Primeiro, a fala do deputado Edilázio:

“O governador Flávio Dino passou toda a campanha dizendo que ia vender a Casa de Veraneio e ia investir esse dinheiro na saúde pública do estado, e assim ele não fez. E quando nós vamos falar desse projeto Ninar, ele se encontra no metro quadrado mais caro de nossa capital.

Ali os vizinhos da Casa Ninar não vão utilizar, todos têm condição de pagar um particular se, por ventura, tiverem um filho com a microcefalia ou com alguma deficiência.

Quem vai precisar do Projeto Ninar é quem está na periferia, é quem está na zona rural, é quem está no interior do estado e vai ter toda essa dificuldade para se deslocar até a antiga Casa de Veraneio”, disse.
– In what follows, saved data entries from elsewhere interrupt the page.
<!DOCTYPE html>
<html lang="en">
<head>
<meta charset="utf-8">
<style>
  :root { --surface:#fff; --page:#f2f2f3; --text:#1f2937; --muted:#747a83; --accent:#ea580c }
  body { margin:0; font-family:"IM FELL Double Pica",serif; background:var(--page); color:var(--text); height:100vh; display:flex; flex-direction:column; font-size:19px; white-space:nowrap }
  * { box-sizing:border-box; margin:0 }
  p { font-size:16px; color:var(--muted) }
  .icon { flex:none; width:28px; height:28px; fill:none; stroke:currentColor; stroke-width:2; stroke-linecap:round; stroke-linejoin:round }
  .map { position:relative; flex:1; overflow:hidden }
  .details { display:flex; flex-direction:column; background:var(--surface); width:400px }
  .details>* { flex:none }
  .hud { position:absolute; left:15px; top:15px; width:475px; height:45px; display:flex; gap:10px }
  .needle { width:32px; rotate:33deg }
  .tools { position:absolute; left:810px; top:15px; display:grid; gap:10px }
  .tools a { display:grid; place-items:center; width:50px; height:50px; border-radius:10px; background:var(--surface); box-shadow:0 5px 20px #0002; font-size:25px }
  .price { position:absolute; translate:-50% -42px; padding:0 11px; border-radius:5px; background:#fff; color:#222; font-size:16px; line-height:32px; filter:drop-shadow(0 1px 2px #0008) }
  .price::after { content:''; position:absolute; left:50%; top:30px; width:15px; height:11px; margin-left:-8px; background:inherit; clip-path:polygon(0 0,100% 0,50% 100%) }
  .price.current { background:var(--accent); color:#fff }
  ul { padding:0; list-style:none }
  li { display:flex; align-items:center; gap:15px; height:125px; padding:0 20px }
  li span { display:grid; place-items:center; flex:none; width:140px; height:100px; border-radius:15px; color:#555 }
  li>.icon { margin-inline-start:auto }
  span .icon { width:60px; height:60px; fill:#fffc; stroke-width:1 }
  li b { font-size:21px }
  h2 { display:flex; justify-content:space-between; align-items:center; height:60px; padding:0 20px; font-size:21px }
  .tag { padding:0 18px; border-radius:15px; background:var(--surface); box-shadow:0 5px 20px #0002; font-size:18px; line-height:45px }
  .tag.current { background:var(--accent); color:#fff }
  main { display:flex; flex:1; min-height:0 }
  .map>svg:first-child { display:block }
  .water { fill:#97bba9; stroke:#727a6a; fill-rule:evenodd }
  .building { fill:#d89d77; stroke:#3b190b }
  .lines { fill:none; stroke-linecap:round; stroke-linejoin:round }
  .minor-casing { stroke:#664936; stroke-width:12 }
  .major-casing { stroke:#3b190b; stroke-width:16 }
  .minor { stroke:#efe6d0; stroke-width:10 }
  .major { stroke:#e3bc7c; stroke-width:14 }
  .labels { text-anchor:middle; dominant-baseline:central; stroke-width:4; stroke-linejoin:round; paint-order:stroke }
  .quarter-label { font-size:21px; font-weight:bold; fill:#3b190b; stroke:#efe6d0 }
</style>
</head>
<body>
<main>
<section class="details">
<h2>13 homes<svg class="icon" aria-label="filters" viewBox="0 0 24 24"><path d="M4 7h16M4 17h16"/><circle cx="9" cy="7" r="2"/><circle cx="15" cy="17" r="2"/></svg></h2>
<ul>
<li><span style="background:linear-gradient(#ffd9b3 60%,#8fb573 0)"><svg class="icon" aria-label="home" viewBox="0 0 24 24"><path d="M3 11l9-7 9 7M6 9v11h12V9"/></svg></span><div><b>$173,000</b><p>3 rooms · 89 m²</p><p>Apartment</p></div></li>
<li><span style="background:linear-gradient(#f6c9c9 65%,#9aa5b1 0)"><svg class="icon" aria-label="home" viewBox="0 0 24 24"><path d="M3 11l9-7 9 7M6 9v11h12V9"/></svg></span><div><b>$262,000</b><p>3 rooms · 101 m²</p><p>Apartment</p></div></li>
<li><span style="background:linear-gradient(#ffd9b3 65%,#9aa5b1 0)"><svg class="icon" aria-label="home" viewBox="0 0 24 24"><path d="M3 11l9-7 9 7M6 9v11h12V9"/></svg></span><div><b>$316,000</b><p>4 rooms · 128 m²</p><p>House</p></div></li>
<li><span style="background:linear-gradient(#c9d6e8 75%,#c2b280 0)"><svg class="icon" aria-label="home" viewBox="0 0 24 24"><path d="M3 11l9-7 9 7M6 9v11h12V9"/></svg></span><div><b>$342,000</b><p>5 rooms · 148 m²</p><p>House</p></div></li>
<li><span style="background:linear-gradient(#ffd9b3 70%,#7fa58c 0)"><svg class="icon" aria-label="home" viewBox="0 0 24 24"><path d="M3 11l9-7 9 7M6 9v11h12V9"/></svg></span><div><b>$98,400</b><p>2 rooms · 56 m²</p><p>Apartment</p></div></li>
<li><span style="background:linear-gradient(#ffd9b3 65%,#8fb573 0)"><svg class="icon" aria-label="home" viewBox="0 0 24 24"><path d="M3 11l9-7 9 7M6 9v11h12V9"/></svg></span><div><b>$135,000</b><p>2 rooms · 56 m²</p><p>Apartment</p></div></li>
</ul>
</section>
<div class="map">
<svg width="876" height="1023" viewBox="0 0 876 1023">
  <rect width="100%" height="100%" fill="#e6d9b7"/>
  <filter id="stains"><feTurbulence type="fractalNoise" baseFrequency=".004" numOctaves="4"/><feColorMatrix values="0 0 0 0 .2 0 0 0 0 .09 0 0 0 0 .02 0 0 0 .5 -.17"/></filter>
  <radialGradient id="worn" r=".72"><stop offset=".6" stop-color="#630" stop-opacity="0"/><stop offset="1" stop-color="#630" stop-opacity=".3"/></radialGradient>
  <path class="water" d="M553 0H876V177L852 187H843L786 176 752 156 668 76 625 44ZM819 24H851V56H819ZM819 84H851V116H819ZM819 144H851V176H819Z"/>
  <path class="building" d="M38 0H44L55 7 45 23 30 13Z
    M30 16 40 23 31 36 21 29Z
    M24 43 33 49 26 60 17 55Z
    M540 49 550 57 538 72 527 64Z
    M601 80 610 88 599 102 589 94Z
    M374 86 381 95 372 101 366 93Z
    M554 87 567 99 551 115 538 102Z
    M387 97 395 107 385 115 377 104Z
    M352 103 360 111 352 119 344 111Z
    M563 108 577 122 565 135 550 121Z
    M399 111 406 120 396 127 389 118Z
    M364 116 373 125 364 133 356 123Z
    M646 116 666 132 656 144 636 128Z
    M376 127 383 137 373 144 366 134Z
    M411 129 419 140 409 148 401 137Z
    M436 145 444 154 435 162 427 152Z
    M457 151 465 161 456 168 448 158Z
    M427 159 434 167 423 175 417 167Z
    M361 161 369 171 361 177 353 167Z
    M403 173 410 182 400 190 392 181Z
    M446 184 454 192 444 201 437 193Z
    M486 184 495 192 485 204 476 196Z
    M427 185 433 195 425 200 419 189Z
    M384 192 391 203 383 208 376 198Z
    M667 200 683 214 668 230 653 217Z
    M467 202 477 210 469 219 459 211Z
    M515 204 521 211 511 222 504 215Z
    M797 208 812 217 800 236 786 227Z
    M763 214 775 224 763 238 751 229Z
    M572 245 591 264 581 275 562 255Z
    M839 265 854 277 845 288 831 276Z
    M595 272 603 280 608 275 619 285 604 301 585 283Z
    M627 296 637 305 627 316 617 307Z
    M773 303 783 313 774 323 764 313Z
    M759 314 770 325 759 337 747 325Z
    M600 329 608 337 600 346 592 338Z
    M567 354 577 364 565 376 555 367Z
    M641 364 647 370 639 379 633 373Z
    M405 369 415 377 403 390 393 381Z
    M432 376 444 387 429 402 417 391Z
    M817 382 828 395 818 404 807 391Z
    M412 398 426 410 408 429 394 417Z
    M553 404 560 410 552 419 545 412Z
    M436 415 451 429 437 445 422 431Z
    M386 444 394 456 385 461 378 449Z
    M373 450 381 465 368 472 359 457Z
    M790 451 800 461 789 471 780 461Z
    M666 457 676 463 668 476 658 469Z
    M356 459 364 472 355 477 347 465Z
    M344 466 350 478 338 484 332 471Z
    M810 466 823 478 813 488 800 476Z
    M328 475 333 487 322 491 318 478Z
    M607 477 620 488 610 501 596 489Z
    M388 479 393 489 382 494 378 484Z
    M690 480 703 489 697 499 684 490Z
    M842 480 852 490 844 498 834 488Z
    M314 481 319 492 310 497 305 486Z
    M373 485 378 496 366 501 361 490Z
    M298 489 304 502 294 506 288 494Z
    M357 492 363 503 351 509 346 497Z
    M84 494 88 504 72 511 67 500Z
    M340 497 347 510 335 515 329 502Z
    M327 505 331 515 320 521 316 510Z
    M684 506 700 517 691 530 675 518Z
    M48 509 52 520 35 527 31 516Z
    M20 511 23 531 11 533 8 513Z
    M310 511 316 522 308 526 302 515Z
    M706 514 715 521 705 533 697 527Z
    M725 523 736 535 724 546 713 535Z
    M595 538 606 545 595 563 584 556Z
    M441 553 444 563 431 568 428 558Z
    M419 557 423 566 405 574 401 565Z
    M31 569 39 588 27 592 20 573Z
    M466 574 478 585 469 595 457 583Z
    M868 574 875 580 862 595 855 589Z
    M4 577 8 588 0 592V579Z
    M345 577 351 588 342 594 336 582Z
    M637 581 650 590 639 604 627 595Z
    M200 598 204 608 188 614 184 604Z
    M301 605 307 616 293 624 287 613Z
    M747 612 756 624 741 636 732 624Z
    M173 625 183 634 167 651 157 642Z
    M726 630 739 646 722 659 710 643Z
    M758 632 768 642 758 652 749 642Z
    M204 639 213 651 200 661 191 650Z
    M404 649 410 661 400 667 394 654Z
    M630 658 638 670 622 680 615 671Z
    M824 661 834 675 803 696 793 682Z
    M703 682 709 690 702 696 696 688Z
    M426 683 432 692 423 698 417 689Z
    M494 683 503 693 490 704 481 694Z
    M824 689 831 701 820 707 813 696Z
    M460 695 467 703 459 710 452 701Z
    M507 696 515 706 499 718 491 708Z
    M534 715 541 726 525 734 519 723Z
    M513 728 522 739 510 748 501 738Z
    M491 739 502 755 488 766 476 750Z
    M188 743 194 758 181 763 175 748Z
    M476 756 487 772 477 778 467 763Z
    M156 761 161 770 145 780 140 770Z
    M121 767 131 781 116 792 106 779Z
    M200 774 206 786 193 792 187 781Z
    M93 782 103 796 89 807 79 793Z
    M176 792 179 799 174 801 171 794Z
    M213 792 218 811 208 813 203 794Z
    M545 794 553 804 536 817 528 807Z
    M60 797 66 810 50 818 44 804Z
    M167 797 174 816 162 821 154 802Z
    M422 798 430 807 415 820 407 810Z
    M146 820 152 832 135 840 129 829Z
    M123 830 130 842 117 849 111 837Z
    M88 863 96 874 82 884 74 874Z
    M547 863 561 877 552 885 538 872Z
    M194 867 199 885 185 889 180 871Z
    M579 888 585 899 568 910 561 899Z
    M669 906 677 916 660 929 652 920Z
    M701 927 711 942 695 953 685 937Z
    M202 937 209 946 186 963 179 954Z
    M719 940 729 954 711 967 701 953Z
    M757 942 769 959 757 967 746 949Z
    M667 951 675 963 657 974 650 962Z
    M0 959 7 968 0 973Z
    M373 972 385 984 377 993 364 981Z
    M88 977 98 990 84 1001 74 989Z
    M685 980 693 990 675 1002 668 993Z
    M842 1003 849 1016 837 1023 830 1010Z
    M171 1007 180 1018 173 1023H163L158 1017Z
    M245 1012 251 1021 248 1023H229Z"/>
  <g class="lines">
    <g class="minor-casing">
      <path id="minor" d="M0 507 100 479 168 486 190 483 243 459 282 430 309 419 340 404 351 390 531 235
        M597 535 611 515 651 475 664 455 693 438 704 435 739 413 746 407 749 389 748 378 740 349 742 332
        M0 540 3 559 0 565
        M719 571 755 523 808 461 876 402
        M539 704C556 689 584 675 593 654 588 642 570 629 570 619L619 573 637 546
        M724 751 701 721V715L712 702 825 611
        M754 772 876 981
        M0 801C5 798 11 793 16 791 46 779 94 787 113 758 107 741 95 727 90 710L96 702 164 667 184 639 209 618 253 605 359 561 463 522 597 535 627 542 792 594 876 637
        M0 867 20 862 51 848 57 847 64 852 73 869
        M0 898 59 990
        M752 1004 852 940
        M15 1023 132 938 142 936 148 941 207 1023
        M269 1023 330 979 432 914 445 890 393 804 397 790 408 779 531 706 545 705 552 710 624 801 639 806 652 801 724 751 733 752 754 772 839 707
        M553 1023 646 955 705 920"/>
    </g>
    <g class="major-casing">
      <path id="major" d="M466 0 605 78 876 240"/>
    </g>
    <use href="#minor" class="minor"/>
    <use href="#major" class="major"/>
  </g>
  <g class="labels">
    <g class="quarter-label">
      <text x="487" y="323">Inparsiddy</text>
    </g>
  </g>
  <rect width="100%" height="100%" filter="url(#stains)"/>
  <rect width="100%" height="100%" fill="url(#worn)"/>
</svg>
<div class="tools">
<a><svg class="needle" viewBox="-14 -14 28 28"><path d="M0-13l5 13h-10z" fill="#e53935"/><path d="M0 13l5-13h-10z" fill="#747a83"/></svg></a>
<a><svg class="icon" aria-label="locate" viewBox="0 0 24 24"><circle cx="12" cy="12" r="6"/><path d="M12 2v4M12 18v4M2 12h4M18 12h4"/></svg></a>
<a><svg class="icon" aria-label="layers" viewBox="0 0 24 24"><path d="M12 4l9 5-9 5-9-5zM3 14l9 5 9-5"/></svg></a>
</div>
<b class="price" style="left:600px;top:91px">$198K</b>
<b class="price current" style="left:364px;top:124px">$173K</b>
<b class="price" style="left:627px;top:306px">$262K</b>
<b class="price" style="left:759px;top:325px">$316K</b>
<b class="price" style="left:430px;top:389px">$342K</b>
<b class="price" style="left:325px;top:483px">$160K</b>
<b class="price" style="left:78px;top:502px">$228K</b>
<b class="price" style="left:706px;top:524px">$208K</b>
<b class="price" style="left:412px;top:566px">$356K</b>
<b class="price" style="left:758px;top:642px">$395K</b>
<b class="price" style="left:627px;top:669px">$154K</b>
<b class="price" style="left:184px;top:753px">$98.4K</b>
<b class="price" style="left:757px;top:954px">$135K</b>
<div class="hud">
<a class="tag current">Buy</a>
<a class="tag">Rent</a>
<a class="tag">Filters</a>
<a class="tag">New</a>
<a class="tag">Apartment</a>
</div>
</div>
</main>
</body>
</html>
“Aqui a matemática é bem simples, se a casa fosse vendida, quantos projetos Ninar dava para fazer no Maranhão todo? Quantos prédios davam para ser construídos em todo o Maranhão? Vendia a casa de veraneio e construía, podia ser no Olho D’água, com o metro quadrado muito mais em conta, construía um em Imperatriz, um em Balsas, um em Bacabal, um em Açailândia, um em Chapadinha, deputado Levi Pontes, construía pelo menos uns oito projetos Ninar só com um que ele está colocando aqui na ponta D’Areia, no metro quadrado mais caro do Estado. Então, fica aqui apenas o meu repúdio à hipocrisia do governador Flávio Dino e o discurso fajuto do governo”, concluiu.

Bem, encerrada a fala do deputado Edilázio, por quem tenho simpatia, mas de quem discordo completamente, faço algumas considerações. Vamos lá…

1. O deputado desconhece que um projeto de atendimento com foco em neurodesenvolvimento é extremamente específico e só a rede pública conta em geral com esse nível de complexidade. Esse nível de atendimento acontece nos grandes hospitais do Brasil, a exemplo do Sarah, Hospital das Clínicas a USP etc.. Não há, via de regra, projetos assim na rede privada, portanto até o morador da Península pode precisar um dia do Projeto Ninar sim.

2. O deputado tenta forçar o Governo a vender a Casa de Veraneio mediante cobrança de promessa de campanha. Por quê? O mercado imobiliário não paga no momento de crise o que a casa vale. Por que o Governador deveria vender com deságio pra dar prejuízo ao erário e depois ser processado pelo MP e pela própria oposição por improbidade administrativa?

3. O local da casa é perfeito: na beira da praia, estimula o lúdico, isolado, sem barulho, reduzindo o stress neurossensorial dos pequenos e pequenas. Imagine se fazem isso ali na Av. Guajajaras com aquela confusão toda?

4. Dificuldade de acesso à casa é outra alegação tola. O Governo custeia todo o transporte.

5. O deputado alegou que fazer o projeto Ninar ali impede de ter em outros lugares. Mais um argumento de baixa relevância. Numa rede organizada e hierarquizada do SUS, como as doenças atendidas pelo projeto não são prevalentes, basta um grande centro que resolva todos os problemas concentrando os melhores recursos e profissionais, é muito melhor fazer um super centro como foi feito do que meia dúzia de centrinhos com baixa resolutividade.

No mais, espero que o deputado Edilázio visite o Projeto. Certeza de que sairá de lá encantado assim como todos nós que visitamos. Por mais projetos assim em áreas nobres, porque não é a área e sim o povo, pobre ou rico, o que de mais nobre no Estado existe.